● **EXERCISE REQUIREMENTS**
Report each line of the listing below that holds "linejoin".

⟨

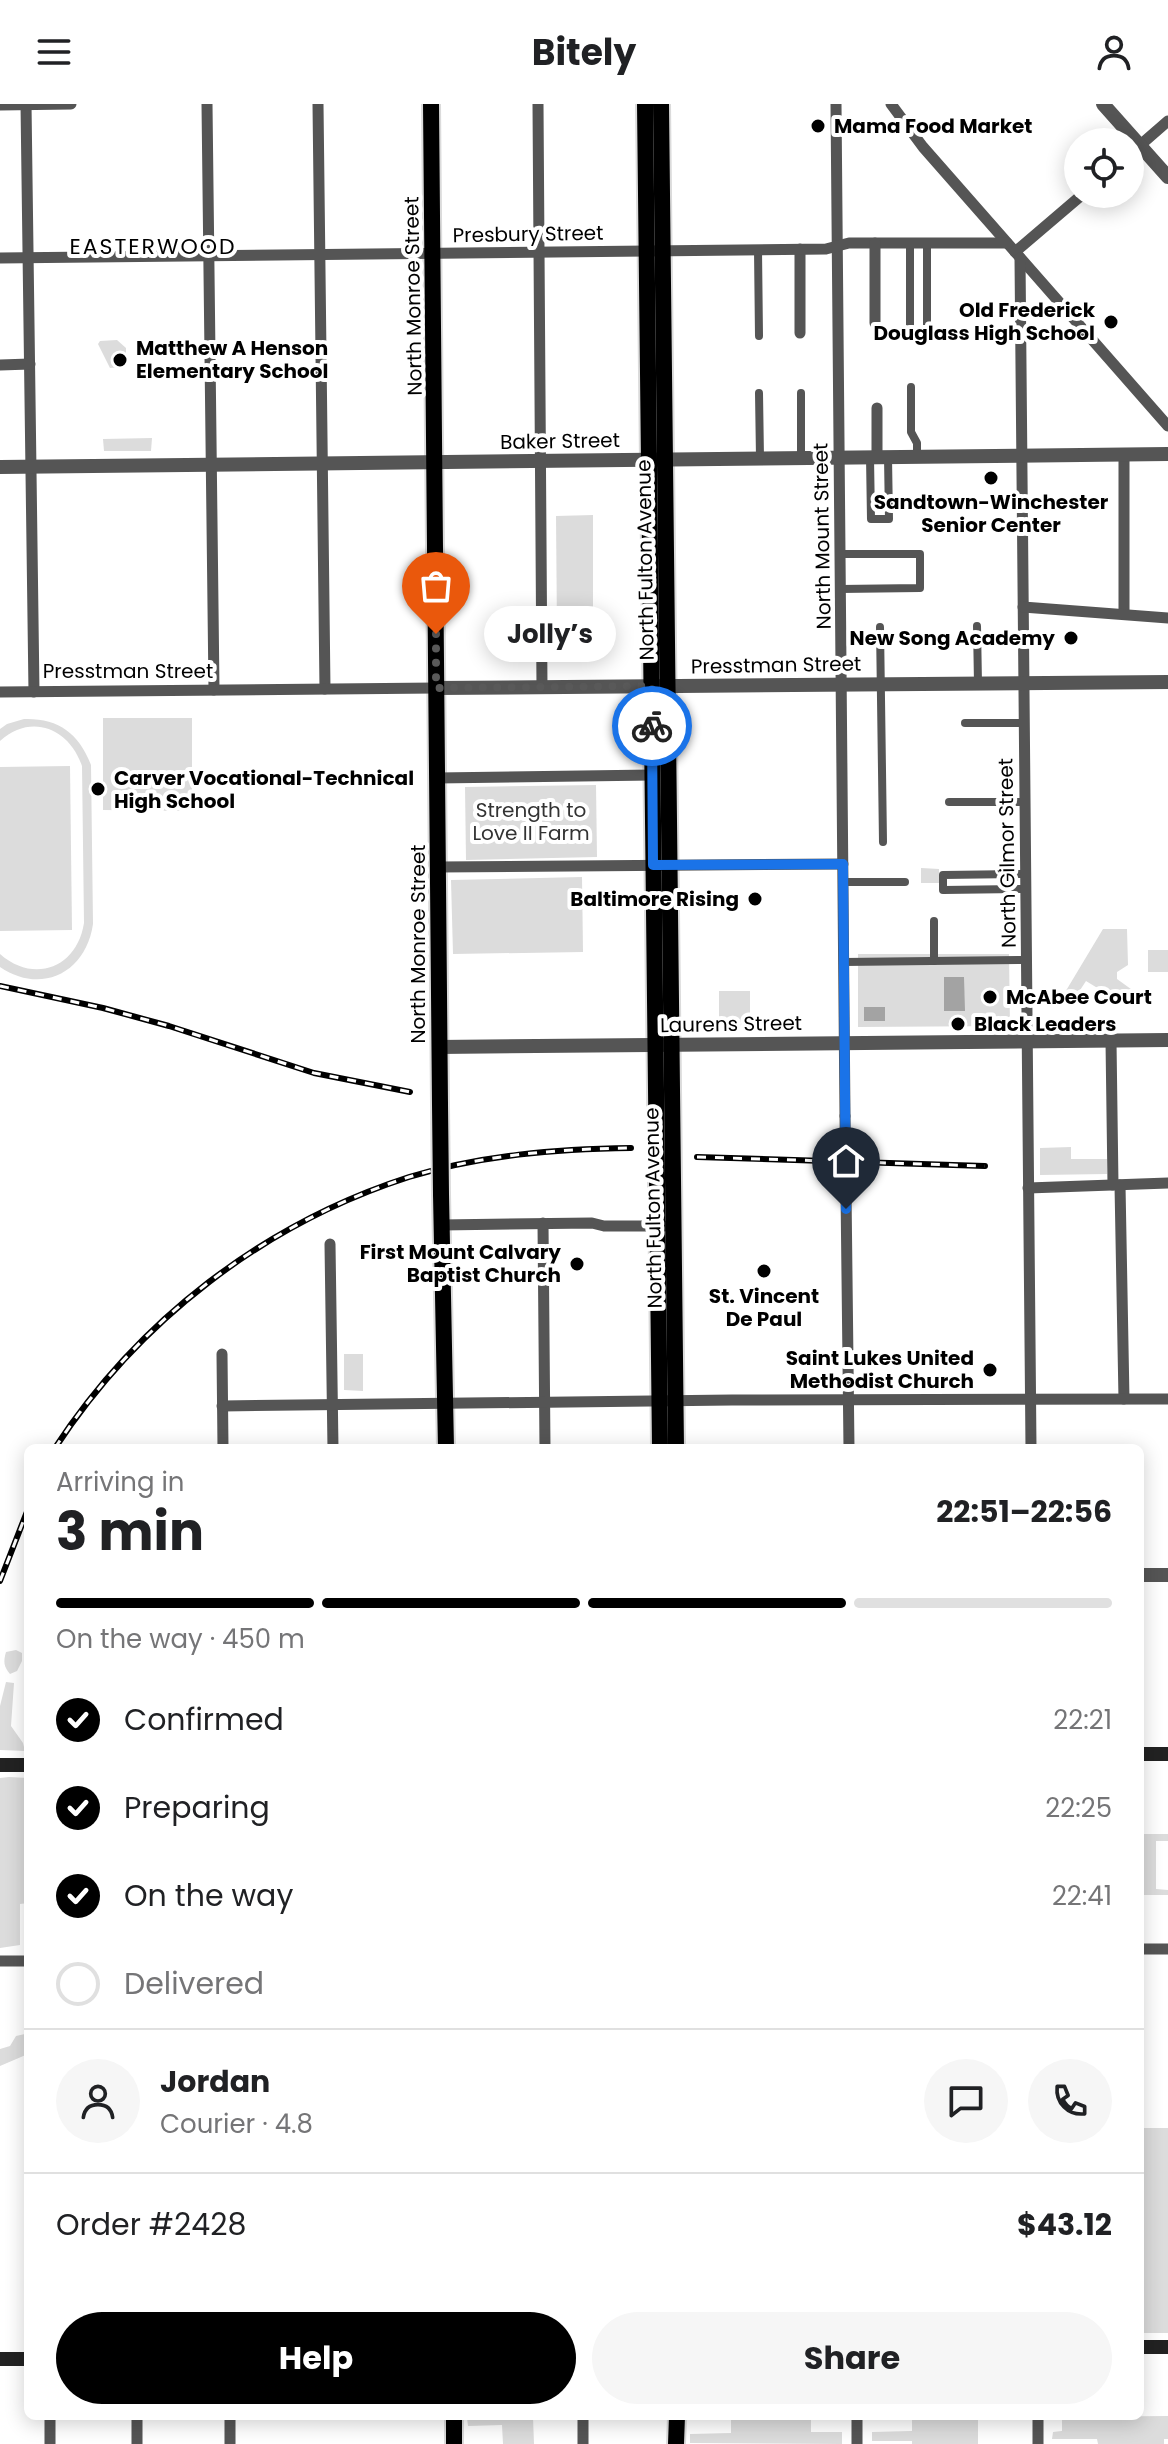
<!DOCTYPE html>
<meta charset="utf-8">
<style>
body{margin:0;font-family:Poppins,sans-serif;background:#f6f6f6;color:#202124;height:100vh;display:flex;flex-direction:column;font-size:30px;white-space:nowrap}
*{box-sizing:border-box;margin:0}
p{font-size:26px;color:#757577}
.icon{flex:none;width:44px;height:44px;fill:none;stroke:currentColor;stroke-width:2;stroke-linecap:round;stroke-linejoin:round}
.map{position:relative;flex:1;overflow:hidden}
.panel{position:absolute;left:24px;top:1340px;width:1120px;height:976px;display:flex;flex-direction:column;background:#fff;border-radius:12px;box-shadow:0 4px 20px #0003}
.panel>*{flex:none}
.buttons{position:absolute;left:1064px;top:24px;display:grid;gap:16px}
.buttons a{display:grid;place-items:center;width:80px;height:80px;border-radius:50%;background:#fff;box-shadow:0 4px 20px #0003;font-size:40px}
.pin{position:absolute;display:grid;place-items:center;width:68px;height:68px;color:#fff;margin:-82px -34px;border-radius:50% 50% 50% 0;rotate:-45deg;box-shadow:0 0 8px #0007}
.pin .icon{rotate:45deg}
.courier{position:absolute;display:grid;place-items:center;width:80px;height:80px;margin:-40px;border:6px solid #1a73e8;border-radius:50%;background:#fff;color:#222;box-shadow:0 2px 10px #0007}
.bubble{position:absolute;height:56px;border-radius:28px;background:#fff;box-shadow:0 4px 20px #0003;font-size:26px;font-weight:700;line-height:56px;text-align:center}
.headline em{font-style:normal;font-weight:700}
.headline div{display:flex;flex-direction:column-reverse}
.headline{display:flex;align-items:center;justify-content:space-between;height:136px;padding:0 32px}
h1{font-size:52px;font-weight:700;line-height:60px}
.bar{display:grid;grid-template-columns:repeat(4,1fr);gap:12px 8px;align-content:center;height:96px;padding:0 32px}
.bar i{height:10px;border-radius:6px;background:#e0e0e0}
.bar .active{background:#000}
.bar p{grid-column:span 4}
.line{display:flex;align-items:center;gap:20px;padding:0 32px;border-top:2px solid #e0e0e0}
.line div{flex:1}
.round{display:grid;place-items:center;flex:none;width:84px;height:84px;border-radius:42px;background:#f6f6f6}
ol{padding:0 32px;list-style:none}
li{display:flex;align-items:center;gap:24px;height:88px}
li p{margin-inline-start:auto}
li .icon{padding:8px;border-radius:50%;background:#000;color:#fff;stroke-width:4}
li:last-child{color:#757577}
li i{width:44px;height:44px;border:4px solid #e0e0e0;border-radius:50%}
.button{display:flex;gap:16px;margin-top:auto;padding:16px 32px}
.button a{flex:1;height:92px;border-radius:48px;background:#000;color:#fff;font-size:32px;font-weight:700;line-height:92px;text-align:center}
.button a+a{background:#f6f6f6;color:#202124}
header{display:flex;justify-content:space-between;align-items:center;height:104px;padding:0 32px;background:#fff;font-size:36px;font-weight:700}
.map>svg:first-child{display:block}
.green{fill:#dcdcdc}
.water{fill:#a3a3a3}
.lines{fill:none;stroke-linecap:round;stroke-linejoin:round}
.primary-casing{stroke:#dbdbdb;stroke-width:20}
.pedestrian{stroke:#555;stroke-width:8}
.minor{stroke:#555;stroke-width:11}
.tertiary{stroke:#555;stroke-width:14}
.secondary{stroke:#222;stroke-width:14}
.primary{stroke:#000;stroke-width:16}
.rail-casing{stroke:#000;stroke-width:6}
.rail{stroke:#fff;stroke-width:3;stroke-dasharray:9;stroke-linecap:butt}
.primary-bridge-casing{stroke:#dbdbdb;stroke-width:20;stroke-linecap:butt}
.minor-bridge{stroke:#555;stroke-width:11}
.primary-bridge{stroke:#000;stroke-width:16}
.done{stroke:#595959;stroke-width:8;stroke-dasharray:0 14.4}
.route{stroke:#1a73e8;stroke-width:10}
.poi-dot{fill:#000;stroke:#fff;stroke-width:3}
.labels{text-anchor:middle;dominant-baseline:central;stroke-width:8;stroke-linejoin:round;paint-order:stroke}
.poi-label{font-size:20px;font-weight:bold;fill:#000;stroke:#fff;text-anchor:start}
.street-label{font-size:20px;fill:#000;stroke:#fff}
.park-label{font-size:20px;fill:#333;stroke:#fff}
.neighbourhood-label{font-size:22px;letter-spacing:2px;fill:#000;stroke:#fff}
</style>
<header><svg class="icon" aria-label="menu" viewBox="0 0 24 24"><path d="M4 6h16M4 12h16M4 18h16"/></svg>Bitely<svg class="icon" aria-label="person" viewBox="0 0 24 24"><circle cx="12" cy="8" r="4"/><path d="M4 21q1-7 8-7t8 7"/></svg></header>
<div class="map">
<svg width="1168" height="2340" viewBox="0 0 1168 2340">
<rect width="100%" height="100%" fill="#fff"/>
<g class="green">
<path d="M117,236L126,244V252L120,263L110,264L98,240L100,237Z"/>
<path d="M152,334L151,347H104L103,335Z"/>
<path d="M593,411V528H557L556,412Z"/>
<path d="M103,614H192V707L103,706Z"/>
<path d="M24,615C58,614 79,629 91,661L93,820C86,869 41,891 0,863V850C34,880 77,864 84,819L82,662C69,624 31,609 0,637V625L7,620Z"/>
<path d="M70,662L72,826L0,827V663Z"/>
<path d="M596,681L597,753L466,756L465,683Z"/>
<path d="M921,764L939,765V779H921Z"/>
<path d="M582,773L583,848L453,850L451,776Z"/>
<path d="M1103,825H1127L1128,861L1117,868V875L1135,888L1133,891L1124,895L1107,885L1104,888L1086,877L1071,900L1061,895Z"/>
<rect x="1148" y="846" width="20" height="22"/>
<path d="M858,850H1009L1010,922L858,923Z"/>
<rect x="719" y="887" width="31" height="38"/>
<path d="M1071,1043V1055H1107V1070L1040,1071V1044Z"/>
<path d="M344,1250H363V1287L344,1286Z"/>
<path d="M16,1546L22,1549V1557L17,1567L10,1570C4,1563 3,1558 6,1548Z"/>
<path d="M6,1578L14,1579L11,1622L23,1639L25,1647L0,1646V1602Z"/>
<path d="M9,1673L28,1674V1799L20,1800V1841L0,1844V1674Z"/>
<path d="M1140,1730H1168V1737H1156V1785L1168,1786V1791H1140Z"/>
<path d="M25,1930L28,1950L0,1962V1945L10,1942L16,1932Z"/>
<rect x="1140" y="2024" width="28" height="205"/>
<path d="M731,2312H811V2328H842V2340L690,2339V2330L731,2329Z"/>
<path d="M912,2312H978V2340H912V2337H872V2328L912,2327Z"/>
<path d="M1168,2312V2335H1164V2340H1098L1097,2335H1052L1053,2328L1062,2327V2313Z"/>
<path d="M533,2313L534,2340H503L502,2321L468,2322L467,2314Z"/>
</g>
<g class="water">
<path d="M944,873H964L965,907H944Z"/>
<rect x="864" y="903" width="21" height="14"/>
</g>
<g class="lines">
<defs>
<g id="primary">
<path d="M431,0L440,1001"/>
<path d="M645,0L660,1344"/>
<path d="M661,0L676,1344"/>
<path d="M441,1090L446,1344"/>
<path d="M454,2312V2340"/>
<path d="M676,2340L677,2312"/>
</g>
</defs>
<use href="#primary" class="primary-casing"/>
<g class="pedestrian">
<path d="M910,139V236H927V139"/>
<path d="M758,146L759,232"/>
<path d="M911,283V328L917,339V353"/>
<path d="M759,289L760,354"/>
<path d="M801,289V354"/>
<path d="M870,353L871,415H889L888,353"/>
<path d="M840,450H920V484L840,485"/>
<path d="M977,522L978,580"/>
<path d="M880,523L883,738"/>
<path d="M965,619H1024"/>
<path d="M949,698H1025"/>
<path d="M1025,770L943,771V786L1025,785"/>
<path d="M843,778H905"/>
<path d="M934,857V817"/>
<path d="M844,858L1026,856"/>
</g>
<g class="minor">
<path d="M26,0L34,588"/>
<path d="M207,0L214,586"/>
<path d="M318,0L325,585"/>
<path d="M538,0L542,583"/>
<path d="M836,0L845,1012"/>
<path d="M891,0L923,43L1168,322"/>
<path d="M0,1L71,0"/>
<path d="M1130,50L1168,17"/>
<path d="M800,145V229"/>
<path d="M1015,148L1083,90"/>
<path d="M0,154L826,145L849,139H1007"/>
<path d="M1020,154L1031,1344"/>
<path d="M875,219V139"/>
<path d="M0,261L30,260"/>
<path d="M1124,350V510"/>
<path d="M877,353V304"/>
<path d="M1023,503L1168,514"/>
<path d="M0,588L436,584"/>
<path d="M437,674L653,671"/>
<path d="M438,763L843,760"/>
<path d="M1111,937L1113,1081"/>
<path d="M1120,1081L1124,1295"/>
<path d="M1028,1084L1168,1079"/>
<path d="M846,1087L849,1344"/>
<path d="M543,1119L545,1344"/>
<path d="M441,1121L592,1119L604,1122H664"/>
<path d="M330,1140L333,1344"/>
<path d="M222,1250L223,1344"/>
<path d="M222,1302L732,1296L1168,1295"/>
<path d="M1140,1845H1168"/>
<path d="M0,1857H28"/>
<path d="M50,2312V2340"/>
<path d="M137,2312V2340"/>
<path d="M230,2312V2340"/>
<path d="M857,2312V2340"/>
<path d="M1038,2312V2340"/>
<path d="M583,2340V2312"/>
</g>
<g class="tertiary">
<path d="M1103,0L1168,73"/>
<path d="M0,363L1168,350"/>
<path d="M436,584L1168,578"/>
<path d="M439,943L1168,936"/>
<path d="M1140,1471H1168"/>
</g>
<g class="secondary">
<path d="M1140,1650H1168"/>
<path d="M0,1661H28"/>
<path d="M1140,2243H1168"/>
<path d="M0,2255H28"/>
</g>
<use href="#primary" class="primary"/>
<defs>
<g id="rail">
<path d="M0,882L103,904L169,922L314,969L410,988"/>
<path d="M697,1053L985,1062"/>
<path d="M55,1344C138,1217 263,1120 409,1073C481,1051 556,1045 631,1044"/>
<path d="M0,1477L28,1405"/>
</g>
</defs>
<use href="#rail" class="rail-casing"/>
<use href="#rail" class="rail"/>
<defs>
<path id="primary-bridge" d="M440,1001L441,1090"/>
</defs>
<use href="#primary-bridge" class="primary-bridge-casing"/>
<path class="minor-bridge" d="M845,1012L846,1087"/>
<use href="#primary-bridge" class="primary-bridge"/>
</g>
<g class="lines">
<path class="done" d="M436,530V584L652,582V622"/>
<path class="route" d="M652,622L653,761L843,760L846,1105"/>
</g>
<g class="poi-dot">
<circle cx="818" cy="22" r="8"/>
<circle cx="1111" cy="218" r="8"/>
<circle cx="120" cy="256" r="8"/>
<circle cx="991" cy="374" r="8"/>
<circle cx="1071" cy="534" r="8"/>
<circle cx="98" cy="685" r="8"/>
<circle cx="755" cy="795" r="8"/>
<circle cx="990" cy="893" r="8"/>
<circle cx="958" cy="920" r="8"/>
<circle cx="577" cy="1160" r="8"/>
<circle cx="764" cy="1167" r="8"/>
<circle cx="990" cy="1266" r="8"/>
</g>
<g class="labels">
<g class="poi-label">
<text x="834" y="22">Mama Food Market</text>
<text x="1095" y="206" text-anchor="end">Old Frederick<tspan x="1095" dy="23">Douglass High School</tspan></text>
<text x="136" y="244">Matthew A Henson<tspan x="136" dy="23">Elementary School</tspan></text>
<text x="991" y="398" text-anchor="middle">Sandtown-Winchester<tspan x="991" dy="23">Senior Center</tspan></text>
<text x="1055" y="534" text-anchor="end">New Song Academy</text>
<text x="114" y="674">Carver Vocational-Technical<tspan x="114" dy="23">High School</tspan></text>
<text x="739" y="795" text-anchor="end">Baltimore Rising</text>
<text x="1006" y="893">McAbee Court</text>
<text x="974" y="920">Black Leaders</text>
<text x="561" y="1148" text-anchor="end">First Mount Calvary<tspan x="561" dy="23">Baptist Church</tspan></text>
<text x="764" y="1192" text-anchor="middle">St. Vincent<tspan x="764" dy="23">De Paul</tspan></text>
<text x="974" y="1254" text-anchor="end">Saint Lukes United<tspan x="974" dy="23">Methodist Church</tspan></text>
</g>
<g class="street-label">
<text transform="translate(528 130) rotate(-1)">Presbury Street</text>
<text transform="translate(413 192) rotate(-91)">North Monroe Street</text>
<text transform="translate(560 337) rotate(-1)">Baker Street</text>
<text transform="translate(822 432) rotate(-91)">North Mount Street</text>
<text transform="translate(645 456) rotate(-91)">North Fulton Avenue</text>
<text transform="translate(776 561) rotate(-1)">Presstman Street</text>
<text x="128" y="567">Presstman Street</text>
<text transform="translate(1007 749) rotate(-91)">North Gilmor Street</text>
<text transform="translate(418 840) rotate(-90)">North Monroe Street</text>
<text transform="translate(731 920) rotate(-1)">Laurens Street</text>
<text transform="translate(653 1104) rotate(-91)">North Fulton Avenue</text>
</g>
<g class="park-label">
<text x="531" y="706">Strength to<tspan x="531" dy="23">Love II Farm</tspan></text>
</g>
<g class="neighbourhood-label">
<text x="153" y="142">EASTERWOOD</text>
</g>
</g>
</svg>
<div class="buttons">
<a><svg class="icon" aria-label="locate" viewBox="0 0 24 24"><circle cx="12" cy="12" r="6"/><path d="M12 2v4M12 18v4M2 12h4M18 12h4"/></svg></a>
</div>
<div class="pin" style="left:436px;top:530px;background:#ea580c"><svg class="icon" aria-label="bag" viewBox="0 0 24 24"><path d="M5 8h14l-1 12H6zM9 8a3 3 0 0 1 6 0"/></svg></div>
<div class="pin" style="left:846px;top:1105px;background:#1f2937"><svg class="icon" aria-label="home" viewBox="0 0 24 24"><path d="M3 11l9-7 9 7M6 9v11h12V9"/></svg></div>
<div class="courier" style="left:652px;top:622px"><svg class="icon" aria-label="bike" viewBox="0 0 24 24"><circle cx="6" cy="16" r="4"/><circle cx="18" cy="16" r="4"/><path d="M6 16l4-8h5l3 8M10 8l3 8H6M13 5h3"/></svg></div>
<div class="bubble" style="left:484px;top:502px;width:132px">Jolly’s</div>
<section class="panel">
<div class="headline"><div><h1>3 min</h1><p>Arriving in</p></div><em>22:51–22:56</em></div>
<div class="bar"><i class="active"></i><i class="active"></i><i class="active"></i><i></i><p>On the way · 450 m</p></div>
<ol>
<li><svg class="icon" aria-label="check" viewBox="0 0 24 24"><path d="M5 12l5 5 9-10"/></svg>Confirmed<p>22:21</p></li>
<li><svg class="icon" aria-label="check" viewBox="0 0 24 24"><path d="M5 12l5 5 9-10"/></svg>Preparing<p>22:25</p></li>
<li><svg class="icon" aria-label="check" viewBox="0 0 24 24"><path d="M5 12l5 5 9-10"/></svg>On the way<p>22:41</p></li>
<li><i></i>Delivered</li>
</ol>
<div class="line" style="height:144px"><a class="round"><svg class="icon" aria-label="person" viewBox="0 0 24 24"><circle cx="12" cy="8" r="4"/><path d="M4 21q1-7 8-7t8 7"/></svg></a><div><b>Jordan</b><p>Courier · 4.8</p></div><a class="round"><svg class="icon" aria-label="chat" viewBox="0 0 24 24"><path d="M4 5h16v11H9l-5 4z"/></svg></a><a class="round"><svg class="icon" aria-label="phone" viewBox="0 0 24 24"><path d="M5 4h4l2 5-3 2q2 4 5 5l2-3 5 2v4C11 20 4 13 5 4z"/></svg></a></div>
<div class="line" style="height:104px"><div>Order #2428</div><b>$43.12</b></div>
<div class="button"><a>Help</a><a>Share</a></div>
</section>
</div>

⟩

● **REPLY TO THE EXERCISE**
.icon{flex:none;width:44px;height:44px;fill:none;stroke:currentColor;stroke-width:2;stroke-linecap:round;stroke-linejoin:round}
.lines{fill:none;stroke-linecap:round;stroke-linejoin:round}
.labels{text-anchor:middle;dominant-baseline:central;stroke-width:8;stroke-linejoin:round;paint-order:stroke}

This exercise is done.